Action : Prévenir toute conséquence négative sur l’évolution de la rémunération des absences liées à la parentalité
Les équipes Ressources Humaines veilleront à ce que les congés de maternité et d’adoption n’aient pas d’impacts négatifs sur les augmentations individuelles, la détermination de la part variable de la rémunération et, plus généralement, sur tous les éléments de la rétribution. Cette disposition est également applicable aux congés accordés au père ou à l’autre parent à l’occasion de la naissance ou de l’adoption d’un enfant, lorsque ces congés sont rémunérés par l’entreprise.
Le suivi des indicateurs et les éventuelles mesures d’ajustements sont discutés chaque année à l’occasion de la présentation du rapport annuel et lors de la négociation annuelle obligatoire.
ARTICLE 4 : DUREE DE L’ACCORD
Le présent Accord entre en vigueur le 26/01/2024.
Il est conclu pour une durée de 4 ans soit jusqu’au 26/01/2028.
L'accord arrivé à expiration cessera de produire ses effets, en application de l'article L. 2222-4 du Code du travail.
ARTICLE 5 : SUIVI DE L’ACCORD
Les indicateurs de suivi par action feront l’objet :
d’une communication annuelle lors des négociations annuelles obligatoires avec les partenaires sociaux ;
d’une information dans le cadre de la consultation annuelle sur la situation économique et financière de l'entreprise et sur celle sur la politique sociale de l'entreprise, les conditions de travail et d’emploi.
En fonction de la pertinence des indicateurs, de nouveaux indicateurs pourront être proposés.
ARTICLE 6 : REVISION
Le présent accord pourra faire l'objet de révision par l'employeur et les organisations syndicales de salariés signataires du présent accord ou y ayant adhéré ultérieurement, conformément aux dispositions des articles L. 2261-7 et L. 2261-8 du Code du travail.
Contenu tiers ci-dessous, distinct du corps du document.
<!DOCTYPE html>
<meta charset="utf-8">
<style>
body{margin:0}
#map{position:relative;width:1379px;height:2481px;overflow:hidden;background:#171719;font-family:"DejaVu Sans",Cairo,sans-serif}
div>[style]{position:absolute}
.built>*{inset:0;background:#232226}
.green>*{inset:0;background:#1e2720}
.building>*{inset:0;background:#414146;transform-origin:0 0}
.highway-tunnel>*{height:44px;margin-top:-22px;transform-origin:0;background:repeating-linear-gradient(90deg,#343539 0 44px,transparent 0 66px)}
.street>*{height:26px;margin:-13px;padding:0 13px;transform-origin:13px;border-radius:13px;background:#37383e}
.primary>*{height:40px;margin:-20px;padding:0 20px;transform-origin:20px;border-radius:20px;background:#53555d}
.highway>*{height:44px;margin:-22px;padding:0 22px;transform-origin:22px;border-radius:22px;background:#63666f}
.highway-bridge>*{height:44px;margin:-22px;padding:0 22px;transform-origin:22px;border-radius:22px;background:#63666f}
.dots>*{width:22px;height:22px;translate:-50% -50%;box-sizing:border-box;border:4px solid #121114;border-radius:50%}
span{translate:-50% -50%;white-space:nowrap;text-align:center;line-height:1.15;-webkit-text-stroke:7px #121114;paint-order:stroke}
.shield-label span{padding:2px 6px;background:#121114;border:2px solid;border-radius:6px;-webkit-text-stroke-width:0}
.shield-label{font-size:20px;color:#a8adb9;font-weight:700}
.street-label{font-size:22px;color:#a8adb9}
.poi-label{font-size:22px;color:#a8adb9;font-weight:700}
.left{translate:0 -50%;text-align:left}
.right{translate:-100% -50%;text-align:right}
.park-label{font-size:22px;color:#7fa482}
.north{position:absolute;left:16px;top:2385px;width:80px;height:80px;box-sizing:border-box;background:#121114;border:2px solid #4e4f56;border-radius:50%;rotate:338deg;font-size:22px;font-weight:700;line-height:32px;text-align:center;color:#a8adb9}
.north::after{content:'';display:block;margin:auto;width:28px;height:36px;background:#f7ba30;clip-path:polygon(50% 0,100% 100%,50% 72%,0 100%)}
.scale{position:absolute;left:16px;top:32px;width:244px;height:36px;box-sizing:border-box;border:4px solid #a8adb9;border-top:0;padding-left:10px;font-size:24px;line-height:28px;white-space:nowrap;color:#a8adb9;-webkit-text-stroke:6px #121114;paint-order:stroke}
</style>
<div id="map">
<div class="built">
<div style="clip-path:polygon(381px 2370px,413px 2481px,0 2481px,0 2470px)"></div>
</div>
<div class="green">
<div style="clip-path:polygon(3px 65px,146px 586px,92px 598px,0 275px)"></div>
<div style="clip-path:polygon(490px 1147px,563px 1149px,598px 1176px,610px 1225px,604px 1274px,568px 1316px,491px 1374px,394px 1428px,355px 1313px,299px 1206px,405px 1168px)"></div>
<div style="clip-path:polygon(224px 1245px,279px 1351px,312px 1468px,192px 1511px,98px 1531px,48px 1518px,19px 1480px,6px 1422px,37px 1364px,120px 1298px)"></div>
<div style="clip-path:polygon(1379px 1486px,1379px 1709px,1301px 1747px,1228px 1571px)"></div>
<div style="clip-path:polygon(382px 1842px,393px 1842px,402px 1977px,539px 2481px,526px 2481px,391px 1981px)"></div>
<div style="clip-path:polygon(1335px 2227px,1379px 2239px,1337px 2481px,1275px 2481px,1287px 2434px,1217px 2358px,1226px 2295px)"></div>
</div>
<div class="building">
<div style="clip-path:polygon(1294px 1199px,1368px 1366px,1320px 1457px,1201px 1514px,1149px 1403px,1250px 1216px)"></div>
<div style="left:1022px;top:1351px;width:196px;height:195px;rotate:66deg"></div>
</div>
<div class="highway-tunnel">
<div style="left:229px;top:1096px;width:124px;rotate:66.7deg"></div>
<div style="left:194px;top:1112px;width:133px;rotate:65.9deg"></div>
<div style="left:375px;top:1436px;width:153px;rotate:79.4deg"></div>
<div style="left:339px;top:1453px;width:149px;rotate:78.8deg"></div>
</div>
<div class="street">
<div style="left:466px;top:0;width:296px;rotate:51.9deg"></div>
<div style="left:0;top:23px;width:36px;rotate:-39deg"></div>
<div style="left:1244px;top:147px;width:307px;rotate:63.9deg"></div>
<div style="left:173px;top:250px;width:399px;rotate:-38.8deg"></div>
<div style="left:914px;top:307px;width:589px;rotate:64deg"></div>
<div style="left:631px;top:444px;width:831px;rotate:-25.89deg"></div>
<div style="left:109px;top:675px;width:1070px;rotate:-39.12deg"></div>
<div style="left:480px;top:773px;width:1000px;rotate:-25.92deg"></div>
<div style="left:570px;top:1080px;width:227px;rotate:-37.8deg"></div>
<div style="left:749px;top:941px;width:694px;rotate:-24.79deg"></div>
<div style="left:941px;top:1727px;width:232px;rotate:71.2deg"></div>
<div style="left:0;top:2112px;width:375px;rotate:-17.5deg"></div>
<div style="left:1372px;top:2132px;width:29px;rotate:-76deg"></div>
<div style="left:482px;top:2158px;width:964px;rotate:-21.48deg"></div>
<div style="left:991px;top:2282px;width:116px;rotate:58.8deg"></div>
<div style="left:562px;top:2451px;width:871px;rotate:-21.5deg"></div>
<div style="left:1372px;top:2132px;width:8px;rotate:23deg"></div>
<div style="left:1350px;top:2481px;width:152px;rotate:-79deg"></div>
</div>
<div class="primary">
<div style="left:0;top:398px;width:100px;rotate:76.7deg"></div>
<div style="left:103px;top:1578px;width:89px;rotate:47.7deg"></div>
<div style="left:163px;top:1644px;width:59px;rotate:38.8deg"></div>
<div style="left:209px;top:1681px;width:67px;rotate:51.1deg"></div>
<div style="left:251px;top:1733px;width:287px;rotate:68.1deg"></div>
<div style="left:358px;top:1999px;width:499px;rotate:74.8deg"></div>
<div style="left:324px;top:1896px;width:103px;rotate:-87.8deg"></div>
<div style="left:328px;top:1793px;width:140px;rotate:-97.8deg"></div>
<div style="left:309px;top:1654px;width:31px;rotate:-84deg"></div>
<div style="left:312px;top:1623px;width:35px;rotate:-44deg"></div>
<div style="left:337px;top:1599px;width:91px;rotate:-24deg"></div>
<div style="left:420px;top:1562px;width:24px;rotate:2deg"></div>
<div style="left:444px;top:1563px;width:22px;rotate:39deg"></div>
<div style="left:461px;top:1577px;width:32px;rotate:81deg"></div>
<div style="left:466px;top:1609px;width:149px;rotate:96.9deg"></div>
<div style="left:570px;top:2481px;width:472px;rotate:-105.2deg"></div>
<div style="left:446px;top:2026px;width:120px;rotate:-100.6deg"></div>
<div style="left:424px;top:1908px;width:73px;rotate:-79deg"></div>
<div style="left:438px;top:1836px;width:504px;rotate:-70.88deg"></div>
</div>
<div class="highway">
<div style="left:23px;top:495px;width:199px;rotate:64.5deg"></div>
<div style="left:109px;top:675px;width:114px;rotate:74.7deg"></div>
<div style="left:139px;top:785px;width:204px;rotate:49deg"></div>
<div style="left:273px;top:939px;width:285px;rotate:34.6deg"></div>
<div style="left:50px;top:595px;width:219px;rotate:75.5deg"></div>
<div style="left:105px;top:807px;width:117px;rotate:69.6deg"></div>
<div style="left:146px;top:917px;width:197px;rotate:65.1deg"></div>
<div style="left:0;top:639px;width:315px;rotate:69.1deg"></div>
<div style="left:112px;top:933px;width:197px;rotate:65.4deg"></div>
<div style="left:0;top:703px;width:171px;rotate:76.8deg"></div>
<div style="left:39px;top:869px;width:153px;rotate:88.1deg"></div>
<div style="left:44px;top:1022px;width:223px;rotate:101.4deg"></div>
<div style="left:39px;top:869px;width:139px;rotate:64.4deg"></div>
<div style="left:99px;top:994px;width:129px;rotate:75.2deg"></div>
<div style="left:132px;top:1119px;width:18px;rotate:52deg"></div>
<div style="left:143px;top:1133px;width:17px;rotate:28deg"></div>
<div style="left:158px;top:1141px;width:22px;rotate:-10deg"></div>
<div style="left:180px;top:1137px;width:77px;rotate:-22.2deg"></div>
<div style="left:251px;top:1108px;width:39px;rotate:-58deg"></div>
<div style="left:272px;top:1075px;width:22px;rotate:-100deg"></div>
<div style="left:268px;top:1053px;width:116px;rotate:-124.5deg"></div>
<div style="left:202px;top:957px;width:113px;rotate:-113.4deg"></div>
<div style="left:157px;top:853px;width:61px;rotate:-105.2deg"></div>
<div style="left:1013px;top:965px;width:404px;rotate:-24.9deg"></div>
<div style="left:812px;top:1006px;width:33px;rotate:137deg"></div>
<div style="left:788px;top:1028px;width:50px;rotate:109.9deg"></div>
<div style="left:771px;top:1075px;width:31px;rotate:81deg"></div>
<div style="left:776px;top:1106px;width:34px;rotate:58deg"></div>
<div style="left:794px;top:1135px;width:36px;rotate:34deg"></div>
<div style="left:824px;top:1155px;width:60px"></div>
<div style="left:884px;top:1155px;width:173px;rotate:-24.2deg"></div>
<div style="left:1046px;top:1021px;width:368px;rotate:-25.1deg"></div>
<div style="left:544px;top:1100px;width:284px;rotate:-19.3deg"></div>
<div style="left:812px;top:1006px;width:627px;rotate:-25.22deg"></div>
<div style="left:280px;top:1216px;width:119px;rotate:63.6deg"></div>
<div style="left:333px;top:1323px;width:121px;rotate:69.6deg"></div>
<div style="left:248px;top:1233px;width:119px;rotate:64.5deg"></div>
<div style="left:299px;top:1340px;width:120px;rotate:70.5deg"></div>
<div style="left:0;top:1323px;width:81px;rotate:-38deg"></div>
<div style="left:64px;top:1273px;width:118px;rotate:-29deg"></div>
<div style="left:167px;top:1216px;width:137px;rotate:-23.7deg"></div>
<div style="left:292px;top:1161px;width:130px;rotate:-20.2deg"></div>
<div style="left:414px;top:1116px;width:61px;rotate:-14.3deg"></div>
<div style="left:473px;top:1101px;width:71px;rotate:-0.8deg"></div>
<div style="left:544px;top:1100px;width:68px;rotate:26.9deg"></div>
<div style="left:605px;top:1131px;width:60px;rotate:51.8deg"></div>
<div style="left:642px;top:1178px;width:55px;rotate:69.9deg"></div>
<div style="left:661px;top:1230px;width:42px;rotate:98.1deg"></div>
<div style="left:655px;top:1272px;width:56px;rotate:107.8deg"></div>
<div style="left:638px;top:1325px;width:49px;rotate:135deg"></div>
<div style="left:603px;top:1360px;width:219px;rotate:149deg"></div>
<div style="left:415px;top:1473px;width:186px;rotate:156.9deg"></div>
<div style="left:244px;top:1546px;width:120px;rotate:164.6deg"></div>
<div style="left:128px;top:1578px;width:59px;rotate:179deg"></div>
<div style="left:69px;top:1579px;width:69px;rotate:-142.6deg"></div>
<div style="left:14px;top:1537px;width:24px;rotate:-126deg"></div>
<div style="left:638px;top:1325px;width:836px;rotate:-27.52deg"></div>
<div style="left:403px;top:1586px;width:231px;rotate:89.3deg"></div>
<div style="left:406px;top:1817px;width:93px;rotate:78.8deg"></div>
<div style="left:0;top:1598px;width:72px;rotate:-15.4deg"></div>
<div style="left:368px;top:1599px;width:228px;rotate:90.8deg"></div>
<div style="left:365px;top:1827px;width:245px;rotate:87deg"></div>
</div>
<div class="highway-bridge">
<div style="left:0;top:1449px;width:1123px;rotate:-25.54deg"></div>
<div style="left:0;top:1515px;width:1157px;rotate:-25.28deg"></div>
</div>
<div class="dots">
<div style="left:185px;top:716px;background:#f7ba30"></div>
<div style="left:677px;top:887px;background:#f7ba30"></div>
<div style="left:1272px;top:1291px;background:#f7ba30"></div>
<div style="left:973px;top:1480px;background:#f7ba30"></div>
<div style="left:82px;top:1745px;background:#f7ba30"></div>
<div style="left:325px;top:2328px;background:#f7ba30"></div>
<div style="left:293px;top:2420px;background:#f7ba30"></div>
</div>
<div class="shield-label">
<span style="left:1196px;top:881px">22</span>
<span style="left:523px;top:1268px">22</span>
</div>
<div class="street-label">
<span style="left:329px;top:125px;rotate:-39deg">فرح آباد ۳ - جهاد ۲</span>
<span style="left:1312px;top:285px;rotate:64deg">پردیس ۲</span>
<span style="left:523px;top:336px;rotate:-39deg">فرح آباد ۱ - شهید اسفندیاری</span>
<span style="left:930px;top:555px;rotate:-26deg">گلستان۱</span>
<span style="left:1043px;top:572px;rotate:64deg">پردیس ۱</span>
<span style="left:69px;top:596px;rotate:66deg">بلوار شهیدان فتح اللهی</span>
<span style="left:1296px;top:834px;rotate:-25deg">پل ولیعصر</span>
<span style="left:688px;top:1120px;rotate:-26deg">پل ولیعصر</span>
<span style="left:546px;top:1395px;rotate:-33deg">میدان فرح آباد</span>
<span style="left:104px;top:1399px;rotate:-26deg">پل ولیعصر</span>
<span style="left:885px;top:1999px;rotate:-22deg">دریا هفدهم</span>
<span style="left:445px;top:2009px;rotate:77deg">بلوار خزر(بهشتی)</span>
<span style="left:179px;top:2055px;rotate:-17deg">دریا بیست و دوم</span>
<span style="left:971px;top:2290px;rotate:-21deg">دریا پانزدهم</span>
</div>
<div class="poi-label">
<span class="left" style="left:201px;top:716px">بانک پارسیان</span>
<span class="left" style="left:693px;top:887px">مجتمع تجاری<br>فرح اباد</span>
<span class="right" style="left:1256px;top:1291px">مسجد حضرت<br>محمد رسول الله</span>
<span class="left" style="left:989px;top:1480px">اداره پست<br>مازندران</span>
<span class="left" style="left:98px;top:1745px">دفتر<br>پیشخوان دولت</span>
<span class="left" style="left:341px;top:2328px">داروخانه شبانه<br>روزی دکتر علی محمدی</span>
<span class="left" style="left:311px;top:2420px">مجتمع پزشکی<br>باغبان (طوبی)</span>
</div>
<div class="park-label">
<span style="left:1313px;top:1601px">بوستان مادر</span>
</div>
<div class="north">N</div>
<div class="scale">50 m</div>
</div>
Toute demande de révision, obligatoirement accompagnée d'une proposition de rédaction nouvelle, sera notifiée par lettre recommandée avec accusé de réception à chacune des autres parties signataires. Le plus rapidement possible et, au plus tard, dans un délai de deux mois à partir de l'envoi de cette lettre, les parties devront s'être rencontrées en vue de la conclusion éventuelle d'un avenant de révision. Les dispositions, objet de la demande de révision, resteront en vigueur jusqu'à la conclusion d'un tel avenant. En outre, en cas d'évolution législative ou conventionnelle susceptible de remettre en cause tout ou partie des dispositions du présent accord, les parties signataires conviennent de se réunir à nouveau, dans un délai de deux mois après la publication de ces textes, afin d'adapter lesdites dispositions.
ARTICLE 7 : DEPOT ET PUBLICITE
Le présent Accord sera déposé en deux exemplaires originaux, un exemplaire sur support papier et un exemplaire sur support électronique à la Direction départementale du travail, de l’emploi et de la formation professionnelle et en un exemplaire original au secrétariat greffe du Conseil de Prud’hommes.
En outre, un exemplaire sera établi pour chaque partie.
A Bezons, le 26/01/2024
Fait en 7 exemplaires dont deux pour les formalités de publicité.